The diencephalon and the telencephalon represent modified alar plate regions. Many important nuclei and integrating centers develop in the diencephalon, among them the thalamus, hypothalamus, neural hypophysis, and pineal body. The eyes also arise as outgrowths from the diencephalon. In humans, the telencephalon ultimately overgrows other parts of the brain. Similar to the cerebellum, the telencephalon is organized with the gray matter in layers outside the white matter. Neuroblasts migrate through the white matter to these layers by using radial glial cells as their guides.
Within the central nervous system, the central canal expands to form a series of four ventricles in the brain. Specialized vascular plexuses form cerebrospinal fluid, which circulates throughout the central nervous system. Around the brain and spinal cord, two layers of mesenchyme form the meninges.
The cranial nerves are organized on the same fundamental plan as the spinal nerves, but they have lost their regular segmental pattern and have become highly specialized. Some are purely motor, others are purely sensory, and others are mixed.
Many congenital malformations of the nervous system are based on incomplete closure of the neural tube or associated skeletal structures. In the spinal cord, the spectrum of defects ranges from a widely open neural tube (rachischisis) to relatively minor defects in the neural arch over the cord (spina bifida occulta). A similar spectrum of defects is seen in the brain.

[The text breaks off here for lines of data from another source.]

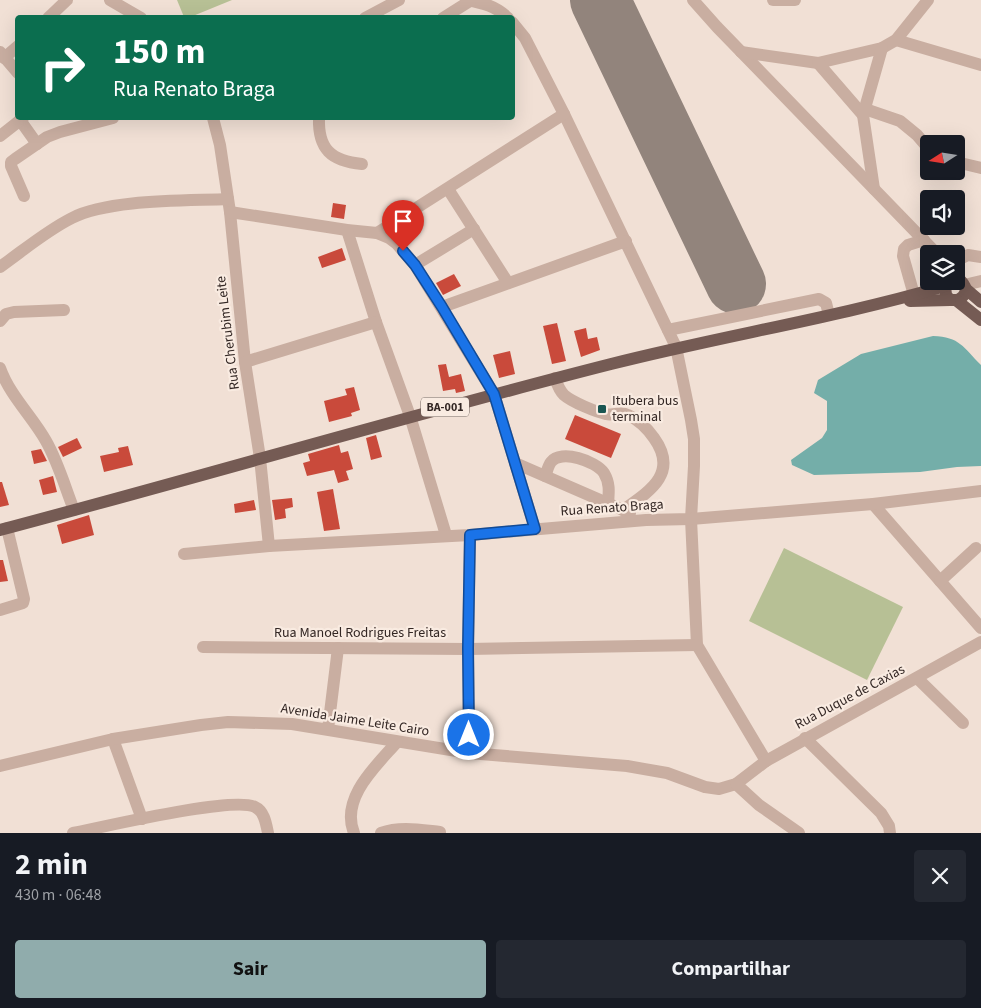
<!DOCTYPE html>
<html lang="pt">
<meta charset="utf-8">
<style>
:root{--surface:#171b24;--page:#242831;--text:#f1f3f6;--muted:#9ea1a6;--accent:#90acac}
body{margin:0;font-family:"Source Sans 3",sans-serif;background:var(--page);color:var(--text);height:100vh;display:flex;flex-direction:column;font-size:19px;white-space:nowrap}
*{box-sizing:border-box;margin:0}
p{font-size:16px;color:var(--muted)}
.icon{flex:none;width:28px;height:28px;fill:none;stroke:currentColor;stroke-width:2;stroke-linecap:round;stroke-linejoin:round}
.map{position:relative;height:833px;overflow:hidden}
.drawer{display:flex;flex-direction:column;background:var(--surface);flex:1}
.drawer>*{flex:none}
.guide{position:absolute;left:15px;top:15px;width:500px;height:105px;border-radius:5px;box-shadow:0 5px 20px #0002;background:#0b6e4f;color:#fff;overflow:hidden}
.needle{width:32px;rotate:258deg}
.buttons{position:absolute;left:920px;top:135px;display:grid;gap:10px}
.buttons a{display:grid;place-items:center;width:45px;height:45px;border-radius:5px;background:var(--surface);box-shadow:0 5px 20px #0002;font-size:25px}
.pin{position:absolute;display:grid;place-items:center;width:42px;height:42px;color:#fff;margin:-51px -21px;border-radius:50% 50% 50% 0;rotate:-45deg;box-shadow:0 0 5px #0007}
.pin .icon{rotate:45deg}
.me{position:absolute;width:55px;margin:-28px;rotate:0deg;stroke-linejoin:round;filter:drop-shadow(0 0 4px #0008)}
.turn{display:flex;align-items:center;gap:18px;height:105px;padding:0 15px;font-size:22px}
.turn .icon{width:65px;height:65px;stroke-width:2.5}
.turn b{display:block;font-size:35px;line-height:42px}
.round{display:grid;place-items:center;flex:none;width:52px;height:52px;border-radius:5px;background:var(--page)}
.headline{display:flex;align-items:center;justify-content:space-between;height:85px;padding:0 15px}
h1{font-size:30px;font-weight:700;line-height:38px}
.action{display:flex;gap:10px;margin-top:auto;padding:10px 15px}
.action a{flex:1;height:58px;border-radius:5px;background:var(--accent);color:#111;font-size:20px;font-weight:700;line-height:58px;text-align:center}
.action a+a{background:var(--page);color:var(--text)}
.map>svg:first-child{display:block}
.green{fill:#b7c095}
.water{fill:#74aea9}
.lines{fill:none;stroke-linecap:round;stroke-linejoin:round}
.runway{stroke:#92847c;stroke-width:60}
.building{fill:#c94a3b}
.minor{stroke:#c9aea1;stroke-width:12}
.major{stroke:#755b54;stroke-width:12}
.route-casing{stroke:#114b97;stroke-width:12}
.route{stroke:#1a73e8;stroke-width:9}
.poi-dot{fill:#195551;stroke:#f9ebe1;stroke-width:2}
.labels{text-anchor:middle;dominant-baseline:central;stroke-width:4.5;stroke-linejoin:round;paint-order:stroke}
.shield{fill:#f9ebe1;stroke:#6e625d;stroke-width:1}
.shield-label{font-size:12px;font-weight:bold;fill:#332724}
.street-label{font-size:14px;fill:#332724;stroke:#f9ebe1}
.poi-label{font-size:14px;fill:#332724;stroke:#f9ebe1;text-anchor:start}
</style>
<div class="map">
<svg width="981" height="833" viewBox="0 0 981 833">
<rect width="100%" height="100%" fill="#f1e0d5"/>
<g class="green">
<path d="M177 0H232L188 18 184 17Z"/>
<path d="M784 548 903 607 867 680 749 621Z"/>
</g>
<path class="water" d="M933 336C960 337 963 347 981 365V466L957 467 920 472 814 475 792 465 791 460 822 438 827 430V401L814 393 818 380 861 354Z"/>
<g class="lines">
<path class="runway" d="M600 0 736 284"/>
</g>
<g class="building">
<path d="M333 203 346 205 344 219 331 217Z"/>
<path d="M342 248 346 260 322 268 318 257Z"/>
<path d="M454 274 461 286 443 295 436 283Z"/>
<path d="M557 323 566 361 552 364 543 326Z"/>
<path d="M586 328 588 339 597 337 600 350 581 357 574 331Z"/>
<path d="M510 351 515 374 499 378 493 355Z"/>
<path d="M446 364 449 377 461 374 465 391 456 393 455 389 443 391 438 365Z"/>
<path d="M354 387 360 410 351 413 352 416 329 422 324 401 347 395 345 389Z"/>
<path d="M575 415 621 434 611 458 565 439Z"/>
<path d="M376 435 382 457 371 460 366 438Z"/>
<path d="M77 438 82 448 63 457 58 447Z"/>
<path d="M339 445 341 453 348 451 353 469 346 471 349 480 338 483 334 470 307 476 303 463 310 461 308 454Z"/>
<path d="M128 446 133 465 104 472 100 456 119 452 118 448Z"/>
<path d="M41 449 47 461 34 464 31 451Z"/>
<path d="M53 476 57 492 43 495 39 480Z"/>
<path d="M0 482H2L9 505 0 507Z"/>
<path d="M333 489 340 529 324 531 317 492Z"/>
<path d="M292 498 293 507 285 509 286 518 275 520 272 500Z"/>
<path d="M254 500 256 510 235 513 234 504Z"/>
<path d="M89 515 94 535 62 544 57 525Z"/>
<path d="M0 560H3L8 581 0 582Z"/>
</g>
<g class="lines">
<g class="minor">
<path d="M110 0 141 18"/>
<path d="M467 0C483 3 496 6 508 18"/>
<path d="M693 0 717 27 937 254"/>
<path d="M773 0H795"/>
<path d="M48 18 67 0"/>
<path d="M365 18 399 0"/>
<path d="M443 18 470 1"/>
<path d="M512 22 525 38 564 114 676 347 691 420 694 439V466L691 519 697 645 766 761"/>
<path d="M896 40 981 65"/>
<path d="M0 52 18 73"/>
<path d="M741 52 818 63 882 48 896 40 928 0"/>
<path d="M4 58 18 46"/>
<path d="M818 63 863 115"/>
<path d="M865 109 900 121 917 135 929 149"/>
<path d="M213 118 220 145 230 212 245 362 260 458 269 546"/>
<path d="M319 118C318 149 331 161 362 164"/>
<path d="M20 120 37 144"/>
<path d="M0 136 23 118"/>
<path d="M956 162 981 168"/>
<path d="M448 189 508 283"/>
<path d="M874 189 863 115 882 48"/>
<path d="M24 196 11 166V162L15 159 47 137 60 132 113 118"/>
<path d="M230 212 347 230 377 233 389 238 397 244 415 265 494 394 535 529"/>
<path d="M347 230 376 322 410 416 446 535"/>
<path d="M377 233 564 114"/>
<path d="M956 261 968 255 981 257"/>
<path d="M415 265 474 229"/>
<path d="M0 267C24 250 46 231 72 218 109 199 186 201 228 199"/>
<path d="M964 285 981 281"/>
<path d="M914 295 903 256 904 249 908 245 924 240"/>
<path d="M442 307 626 241"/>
<path d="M0 321 6 314 14 312 64 310"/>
<path d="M668 330 819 299 826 303 829 315"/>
<path d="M245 362 376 322"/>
<path d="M0 368C10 396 32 416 46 441 58 462 65 487 74 510"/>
<path d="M555 378C557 384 559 390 564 395 572 402 596 412 606 414 614 416 620 411 628 415 639 420 647 428 654 438 679 473 650 491 623 510"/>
<path d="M515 463 630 513"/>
<path d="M545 476C547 472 548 466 551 462 561 449 596 461 604 473 610 483 609 492 608 503"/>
<path d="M873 504 981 628"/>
<path d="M184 554 269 546 470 535 646 520 691 519 873 504 981 491"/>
<path d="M940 581 976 548"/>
<path d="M0 610 23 603 24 599 7 528"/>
<path d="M203 647 468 649 697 645"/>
<path d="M917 678 963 723"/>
<path d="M328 729 338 648"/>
<path d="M805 738 881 813 889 826 890 833"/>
<path d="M113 739 142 819"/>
<path d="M469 753 468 649 470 535"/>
<path d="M0 766 113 739 201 725 228 722 292 724 469 753 627 766 667 773 705 787 719 789 736 784 766 761 981 642"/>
<path d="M736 784 759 805 799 833"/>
<path d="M73 833C103 827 233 796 255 807 264 811 266 823 268 833"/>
<path d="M354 833C340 798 376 766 397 742"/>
<path d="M381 833C400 826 421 830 440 832"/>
</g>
<g class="major">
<path d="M949 281 945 286 946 295 950 300H958C967 295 968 288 961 281L956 279"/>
<path d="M966 289 981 302"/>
<path d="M956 300 981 320"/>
<path d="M910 301 950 300"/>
<path d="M0 530C204 476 406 416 611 364 721 336 835 318 945 286"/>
</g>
</g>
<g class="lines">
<defs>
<path id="route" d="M403 251 415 265 442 307 494 394 535 529 470 535 468 648 469 735"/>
</defs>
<use href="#route" class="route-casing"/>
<use href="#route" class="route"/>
</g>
<rect class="poi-dot" x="597" y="404" width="10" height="10" rx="2.5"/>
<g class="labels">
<rect class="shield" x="421" y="397.5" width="48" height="19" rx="4"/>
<g class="shield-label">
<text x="445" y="407">BA-001</text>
</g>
<g class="street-label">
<text transform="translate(228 333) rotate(-97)">Rua Cherubim Leite</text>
<text transform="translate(612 508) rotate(-4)">Rua Renato Braga</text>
<text x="360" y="633">Rua Manoel Rodrigues Freitas</text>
<text transform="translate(850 697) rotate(-28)">Rua Duque de Caxias</text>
<text transform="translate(355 720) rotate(9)">Avenida Jaime Leite Cairo</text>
</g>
<g class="poi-label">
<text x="612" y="401">Itubera bus<tspan x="612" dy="16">terminal</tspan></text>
</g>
</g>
</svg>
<div class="buttons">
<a><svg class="needle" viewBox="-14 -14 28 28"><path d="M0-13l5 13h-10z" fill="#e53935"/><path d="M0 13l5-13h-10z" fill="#9ea1a6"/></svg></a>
<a><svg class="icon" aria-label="sound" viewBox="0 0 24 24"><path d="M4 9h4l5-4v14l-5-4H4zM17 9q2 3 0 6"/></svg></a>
<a><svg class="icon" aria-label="layers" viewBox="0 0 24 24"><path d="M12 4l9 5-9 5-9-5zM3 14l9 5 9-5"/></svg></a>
</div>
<div class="pin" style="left:403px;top:251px;background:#d93025"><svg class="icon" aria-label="arrive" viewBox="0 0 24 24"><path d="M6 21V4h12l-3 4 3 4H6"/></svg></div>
<svg class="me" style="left:469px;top:735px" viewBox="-20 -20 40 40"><circle r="17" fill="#1a73e8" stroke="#fff" stroke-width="3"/><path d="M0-11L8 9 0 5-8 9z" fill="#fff"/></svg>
<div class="guide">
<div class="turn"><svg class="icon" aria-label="right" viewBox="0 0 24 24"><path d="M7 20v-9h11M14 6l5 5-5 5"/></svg><div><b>150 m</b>Rua Renato Braga</div></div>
</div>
</div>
<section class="drawer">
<div class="headline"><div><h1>2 min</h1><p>430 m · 06:48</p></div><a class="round"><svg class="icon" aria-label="close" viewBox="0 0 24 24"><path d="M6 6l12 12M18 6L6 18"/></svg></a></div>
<div class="action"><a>Sair</a><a>Compartilhar</a></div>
</section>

Neural function appears in concert with the structural maturation of various components of the nervous system. The first reflex activity is seen in the sixth week. During successive weeks, the reflex movements become more complex, and spontaneous movements appear. Final functional maturation coincides with myelination of the tracts and is not completed until many years after birth.
*The later changes in the central nervous system are so extensive that an exhaustive treatment of even one aspect, such as morphology, is well beyond the scope of this book. This section instead stresses fundamental aspects of the organization of the central nervous system and summarizes the major changes in the organization of the brain and spinal cord.